Lowe Lintas & Partners Worldwide, New York, will try to defend its hold on the $400 million account of Burger King Corp., after the U.S.' No. 2 fast-feeder called for a review Sept. 12. Lowe Lintas was put on four months termination notice, after weeks of denials by Burger King that a review was planned. The incumbent was notified Sept. 11, said Stephan Bomhard, senior VP-marketing, North America, at Burger King.
Mr. Bomhard acknowledged the agency relationship has been in jeopardy for some time and the recent naming of Mikel Durham as North American president made the timing of the decision logical. "Given the frequency of change, the work wasn't cutting through as much as we'd hoped for,'' Mr. Bomhard said. "This clearly has been in making for a while, and the business performance and our new management team have put it to a point where we wanted to review our agency relationships.''
"Over the past six years they have developed the best understanding of our business; it's up to Lowe Lintas to turn that [knowledge] into their advantage,'' Mr. Bomhard said, adding that the agency's work was "in the right direction but that business results were not in line with expectations.''
Despite the turbulent relationship that Lowe Lintas has had with Miami-based Burger King, the agency was invited to participate in the review and plans to defend its hold the Burger King business, which it has held since 1993. "Given the nature of Burger King's business and the challenges it is facing as a corporation, we understand new management's obligation to entertain new points of view relative to its advertising and marketing,'' Lee Garfinkel, chairman, chief creative officer and CEO of Lowe Lintas & Partners, U.S., said in a statement. "We embrace this opportunity to look at the account from a fresh perspective and add to the already notable legacy of work we have produced for the client over the past six years with the same high level of creativity and professionalism we have always demonstrated.''
No agency consultant has been chosen yet, Mr. Bomhard said, declining to identify potential advisers or a short list of agencies to participate in the review. Contending agencies will be asked to go back to the basics, listening to consumers for what they want. "We want to see fresh executions on the table to reinvigorate our brand with a customer-focused approach,'' Mr. Bomhard said.

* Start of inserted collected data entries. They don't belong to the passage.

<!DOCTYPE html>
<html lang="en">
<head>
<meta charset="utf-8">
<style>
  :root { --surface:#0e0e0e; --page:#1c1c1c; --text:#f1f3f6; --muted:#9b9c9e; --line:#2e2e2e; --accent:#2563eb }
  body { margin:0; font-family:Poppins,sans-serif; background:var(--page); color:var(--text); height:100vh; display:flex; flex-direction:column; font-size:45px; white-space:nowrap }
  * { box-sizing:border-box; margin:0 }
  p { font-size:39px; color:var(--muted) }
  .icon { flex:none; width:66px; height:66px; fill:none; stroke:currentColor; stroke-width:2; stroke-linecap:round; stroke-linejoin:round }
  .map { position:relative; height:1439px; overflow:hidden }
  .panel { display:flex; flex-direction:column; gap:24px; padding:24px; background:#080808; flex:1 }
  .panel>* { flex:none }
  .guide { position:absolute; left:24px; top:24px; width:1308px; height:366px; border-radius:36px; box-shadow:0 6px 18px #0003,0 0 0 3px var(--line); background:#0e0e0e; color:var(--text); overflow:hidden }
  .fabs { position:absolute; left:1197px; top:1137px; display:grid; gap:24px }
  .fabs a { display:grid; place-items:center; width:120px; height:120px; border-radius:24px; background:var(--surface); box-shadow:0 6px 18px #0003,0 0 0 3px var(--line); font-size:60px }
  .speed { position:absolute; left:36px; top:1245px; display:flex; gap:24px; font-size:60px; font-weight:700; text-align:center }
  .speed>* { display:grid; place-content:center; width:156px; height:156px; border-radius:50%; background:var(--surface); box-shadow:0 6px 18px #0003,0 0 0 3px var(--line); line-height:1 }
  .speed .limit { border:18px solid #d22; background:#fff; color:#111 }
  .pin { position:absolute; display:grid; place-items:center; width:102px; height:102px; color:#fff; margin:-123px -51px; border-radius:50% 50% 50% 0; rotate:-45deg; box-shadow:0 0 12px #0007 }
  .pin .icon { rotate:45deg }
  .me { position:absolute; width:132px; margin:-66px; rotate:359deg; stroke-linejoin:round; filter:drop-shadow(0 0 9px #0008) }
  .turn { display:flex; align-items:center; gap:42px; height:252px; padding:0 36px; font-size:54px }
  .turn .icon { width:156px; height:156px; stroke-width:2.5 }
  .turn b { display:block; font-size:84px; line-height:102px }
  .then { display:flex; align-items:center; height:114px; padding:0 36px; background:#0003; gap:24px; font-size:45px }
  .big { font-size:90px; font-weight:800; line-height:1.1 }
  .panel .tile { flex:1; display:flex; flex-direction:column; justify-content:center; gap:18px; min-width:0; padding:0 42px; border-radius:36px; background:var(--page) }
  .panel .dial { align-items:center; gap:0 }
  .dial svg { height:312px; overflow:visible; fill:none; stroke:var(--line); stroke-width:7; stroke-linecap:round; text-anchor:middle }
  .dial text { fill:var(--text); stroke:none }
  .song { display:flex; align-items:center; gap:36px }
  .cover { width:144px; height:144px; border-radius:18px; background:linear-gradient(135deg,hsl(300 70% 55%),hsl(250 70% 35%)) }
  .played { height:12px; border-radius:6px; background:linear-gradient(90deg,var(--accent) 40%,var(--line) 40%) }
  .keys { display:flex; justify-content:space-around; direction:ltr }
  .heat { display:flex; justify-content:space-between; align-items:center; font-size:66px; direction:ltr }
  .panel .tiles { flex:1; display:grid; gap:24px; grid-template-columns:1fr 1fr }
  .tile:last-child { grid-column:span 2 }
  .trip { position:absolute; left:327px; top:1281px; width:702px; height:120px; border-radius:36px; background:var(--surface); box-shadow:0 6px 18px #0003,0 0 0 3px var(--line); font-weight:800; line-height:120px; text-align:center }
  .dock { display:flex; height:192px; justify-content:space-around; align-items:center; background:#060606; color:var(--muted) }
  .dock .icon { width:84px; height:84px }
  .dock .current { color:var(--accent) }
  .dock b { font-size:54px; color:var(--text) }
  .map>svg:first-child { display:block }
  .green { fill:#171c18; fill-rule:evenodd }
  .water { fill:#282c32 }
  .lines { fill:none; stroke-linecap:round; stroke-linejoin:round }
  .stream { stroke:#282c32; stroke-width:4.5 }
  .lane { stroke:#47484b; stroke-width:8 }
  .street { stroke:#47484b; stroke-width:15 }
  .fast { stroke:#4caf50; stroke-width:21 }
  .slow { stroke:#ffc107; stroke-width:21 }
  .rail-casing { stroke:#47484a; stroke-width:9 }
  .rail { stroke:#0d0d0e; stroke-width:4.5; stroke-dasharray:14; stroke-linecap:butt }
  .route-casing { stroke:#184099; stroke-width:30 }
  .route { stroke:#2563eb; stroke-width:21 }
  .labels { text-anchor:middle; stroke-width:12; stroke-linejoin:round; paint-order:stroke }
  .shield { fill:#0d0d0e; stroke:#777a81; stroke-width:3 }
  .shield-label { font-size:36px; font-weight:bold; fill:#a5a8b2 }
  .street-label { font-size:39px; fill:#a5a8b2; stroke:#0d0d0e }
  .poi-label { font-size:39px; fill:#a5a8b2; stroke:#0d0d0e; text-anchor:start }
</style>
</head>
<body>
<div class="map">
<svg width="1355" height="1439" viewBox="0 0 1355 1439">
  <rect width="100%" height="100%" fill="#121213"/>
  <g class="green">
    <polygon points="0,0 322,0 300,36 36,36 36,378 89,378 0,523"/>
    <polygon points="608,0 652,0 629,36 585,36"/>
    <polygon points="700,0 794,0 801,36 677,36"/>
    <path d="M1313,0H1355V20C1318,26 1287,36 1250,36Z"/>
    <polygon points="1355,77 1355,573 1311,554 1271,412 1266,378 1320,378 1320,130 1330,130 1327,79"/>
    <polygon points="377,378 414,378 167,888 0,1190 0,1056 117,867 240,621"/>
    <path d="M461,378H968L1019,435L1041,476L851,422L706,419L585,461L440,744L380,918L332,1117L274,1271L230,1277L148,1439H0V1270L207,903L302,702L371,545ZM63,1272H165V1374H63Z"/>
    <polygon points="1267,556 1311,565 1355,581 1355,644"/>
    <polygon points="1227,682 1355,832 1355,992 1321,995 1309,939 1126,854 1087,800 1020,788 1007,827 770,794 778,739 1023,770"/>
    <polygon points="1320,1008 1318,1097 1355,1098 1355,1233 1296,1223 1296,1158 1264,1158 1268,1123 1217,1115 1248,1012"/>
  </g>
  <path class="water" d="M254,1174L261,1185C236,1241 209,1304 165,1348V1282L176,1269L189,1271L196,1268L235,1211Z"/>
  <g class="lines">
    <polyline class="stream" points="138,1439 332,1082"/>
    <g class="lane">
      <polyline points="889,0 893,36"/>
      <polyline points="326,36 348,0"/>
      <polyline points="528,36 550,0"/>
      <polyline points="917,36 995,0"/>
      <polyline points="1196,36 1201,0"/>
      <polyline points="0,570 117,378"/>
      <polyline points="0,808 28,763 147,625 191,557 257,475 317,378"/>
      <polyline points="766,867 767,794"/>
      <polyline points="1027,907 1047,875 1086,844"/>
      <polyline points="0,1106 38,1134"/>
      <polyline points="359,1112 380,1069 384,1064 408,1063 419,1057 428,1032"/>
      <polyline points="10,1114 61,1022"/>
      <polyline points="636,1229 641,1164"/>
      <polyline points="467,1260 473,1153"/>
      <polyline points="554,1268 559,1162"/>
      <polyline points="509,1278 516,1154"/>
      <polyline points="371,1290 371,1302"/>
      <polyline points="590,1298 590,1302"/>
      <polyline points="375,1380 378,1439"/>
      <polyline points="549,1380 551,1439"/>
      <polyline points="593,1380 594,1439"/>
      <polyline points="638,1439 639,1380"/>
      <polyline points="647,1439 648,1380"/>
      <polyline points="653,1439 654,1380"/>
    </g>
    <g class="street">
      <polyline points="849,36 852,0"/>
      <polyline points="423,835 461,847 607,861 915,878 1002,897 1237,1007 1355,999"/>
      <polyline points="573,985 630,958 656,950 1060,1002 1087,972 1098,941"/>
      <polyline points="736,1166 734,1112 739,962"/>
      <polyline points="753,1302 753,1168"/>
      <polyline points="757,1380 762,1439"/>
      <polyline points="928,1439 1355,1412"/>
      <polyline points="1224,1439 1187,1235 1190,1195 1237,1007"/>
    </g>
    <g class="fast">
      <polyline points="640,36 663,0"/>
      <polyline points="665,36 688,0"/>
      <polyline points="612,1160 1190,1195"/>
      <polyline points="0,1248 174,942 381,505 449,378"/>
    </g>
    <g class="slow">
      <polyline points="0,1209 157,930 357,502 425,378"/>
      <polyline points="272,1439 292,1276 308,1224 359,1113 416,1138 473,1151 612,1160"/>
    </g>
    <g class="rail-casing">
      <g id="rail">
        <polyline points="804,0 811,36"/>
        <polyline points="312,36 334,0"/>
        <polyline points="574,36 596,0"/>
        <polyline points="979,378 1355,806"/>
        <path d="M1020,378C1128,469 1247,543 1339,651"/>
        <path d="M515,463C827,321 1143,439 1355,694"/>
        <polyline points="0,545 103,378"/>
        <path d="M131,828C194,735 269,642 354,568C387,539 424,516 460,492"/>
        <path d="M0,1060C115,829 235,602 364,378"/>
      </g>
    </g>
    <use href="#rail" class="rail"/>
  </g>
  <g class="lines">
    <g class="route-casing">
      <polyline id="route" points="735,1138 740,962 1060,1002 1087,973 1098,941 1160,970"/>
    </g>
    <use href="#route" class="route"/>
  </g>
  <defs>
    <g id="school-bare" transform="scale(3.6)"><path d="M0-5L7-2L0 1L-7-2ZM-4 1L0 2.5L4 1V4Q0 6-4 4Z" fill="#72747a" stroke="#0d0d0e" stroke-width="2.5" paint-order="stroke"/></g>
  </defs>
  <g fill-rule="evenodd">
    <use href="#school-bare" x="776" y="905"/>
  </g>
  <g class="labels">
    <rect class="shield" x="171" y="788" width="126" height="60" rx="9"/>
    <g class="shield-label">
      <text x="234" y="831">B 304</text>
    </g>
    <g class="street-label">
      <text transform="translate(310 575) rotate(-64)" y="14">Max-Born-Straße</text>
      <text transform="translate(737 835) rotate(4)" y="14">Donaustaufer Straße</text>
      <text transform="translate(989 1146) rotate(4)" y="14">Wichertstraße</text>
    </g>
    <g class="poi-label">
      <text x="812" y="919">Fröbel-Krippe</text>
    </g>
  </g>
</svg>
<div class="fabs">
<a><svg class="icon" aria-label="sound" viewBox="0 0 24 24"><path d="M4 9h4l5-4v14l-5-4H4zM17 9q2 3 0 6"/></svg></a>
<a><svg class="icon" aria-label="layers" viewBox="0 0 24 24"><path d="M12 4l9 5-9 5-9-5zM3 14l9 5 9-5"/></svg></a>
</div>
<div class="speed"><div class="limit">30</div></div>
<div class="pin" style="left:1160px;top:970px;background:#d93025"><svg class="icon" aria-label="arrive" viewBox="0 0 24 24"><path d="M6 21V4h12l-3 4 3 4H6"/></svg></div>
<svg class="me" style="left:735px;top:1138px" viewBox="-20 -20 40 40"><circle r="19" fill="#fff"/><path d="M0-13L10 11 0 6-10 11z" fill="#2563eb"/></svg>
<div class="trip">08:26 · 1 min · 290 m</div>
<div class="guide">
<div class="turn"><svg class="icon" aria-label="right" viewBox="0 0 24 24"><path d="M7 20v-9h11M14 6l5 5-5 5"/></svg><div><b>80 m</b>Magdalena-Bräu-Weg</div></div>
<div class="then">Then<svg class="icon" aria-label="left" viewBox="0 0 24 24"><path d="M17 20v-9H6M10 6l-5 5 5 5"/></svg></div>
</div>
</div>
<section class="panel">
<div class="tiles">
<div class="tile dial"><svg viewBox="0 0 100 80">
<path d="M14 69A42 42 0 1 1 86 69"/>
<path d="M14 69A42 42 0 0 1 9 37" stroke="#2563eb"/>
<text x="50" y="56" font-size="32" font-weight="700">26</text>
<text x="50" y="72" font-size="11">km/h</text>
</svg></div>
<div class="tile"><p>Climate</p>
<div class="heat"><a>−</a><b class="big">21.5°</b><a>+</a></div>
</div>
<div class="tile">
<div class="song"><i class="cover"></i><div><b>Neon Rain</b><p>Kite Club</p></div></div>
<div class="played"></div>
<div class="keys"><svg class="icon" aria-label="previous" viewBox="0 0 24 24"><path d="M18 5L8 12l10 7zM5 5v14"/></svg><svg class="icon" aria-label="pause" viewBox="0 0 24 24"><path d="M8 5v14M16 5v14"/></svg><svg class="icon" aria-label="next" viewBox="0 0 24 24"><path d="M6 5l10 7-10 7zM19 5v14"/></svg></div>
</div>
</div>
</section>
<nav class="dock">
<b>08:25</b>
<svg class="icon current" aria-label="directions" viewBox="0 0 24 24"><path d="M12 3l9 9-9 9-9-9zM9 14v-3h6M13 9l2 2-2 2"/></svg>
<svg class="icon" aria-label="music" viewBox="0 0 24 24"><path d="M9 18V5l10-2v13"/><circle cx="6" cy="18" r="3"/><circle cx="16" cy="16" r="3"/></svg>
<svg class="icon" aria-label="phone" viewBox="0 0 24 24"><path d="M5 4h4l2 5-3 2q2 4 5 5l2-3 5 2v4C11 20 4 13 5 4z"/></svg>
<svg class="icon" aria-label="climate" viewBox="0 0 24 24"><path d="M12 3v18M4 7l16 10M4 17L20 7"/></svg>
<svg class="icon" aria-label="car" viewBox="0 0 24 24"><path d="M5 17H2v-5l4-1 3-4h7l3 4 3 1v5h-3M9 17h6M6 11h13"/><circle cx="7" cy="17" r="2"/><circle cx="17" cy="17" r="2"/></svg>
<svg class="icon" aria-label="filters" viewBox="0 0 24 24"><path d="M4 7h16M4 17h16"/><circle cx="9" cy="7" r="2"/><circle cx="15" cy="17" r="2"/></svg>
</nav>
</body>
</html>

Whether Burger King franchisees will be involved in the process hasn't been decided yet, Mr. Bomhard said. "We are discussing and working with how they would be involved in the review process.''
On the franchisee side, "I've made it crystal clear that we will have the same level of participation as they will,'' said Steve Lewis, president of Burger King's National Franchise Association, which represents 1,300 franchisees who own some 7,600 U.S. units. Mr. Lewis said he believes a new agency won't solve the troubled brand's problems and called the review "nothing more than a smokescreen to obscure the fact that [Burger King parent] Diageo and Burger King Corp. have failed miserably to support, protect and expand the Burger King brand.''
"Our once-respected brand is adrift and in need of major changes,'' Mr. Lewis said. "That's why the NFA is committed to only a strategy that can restore dignity to the brand . . . with complete decoupling of Burger King from Diageo.''
When asked whether his expectations of the agency might be too high, Mr. Bomhard disagreed, saying the advertising has been able to push sales in the past.
Not so, Mr. Lewis contended. "The key thing here is we not put the cart before the horse,'' he said. "We must have a strategy before we talk to any agency so we can give them a clear and concise direction.''
Other Burger King agencies are unaffected by the review. Those shops include UniWorld Group, New York, which for 17 years has handled Burger King's advertising to the African-American market, and Bromley Communications, San Antonio, for 11 years creating BK advertising aimed at Hispanics. Lowe Lintas' other offices that handle the chain's international advertising in the U.K., Canada and Australia also will be unaffected by the review, as is D'Arcy Masius Benton & Bowles, New York, which handles media.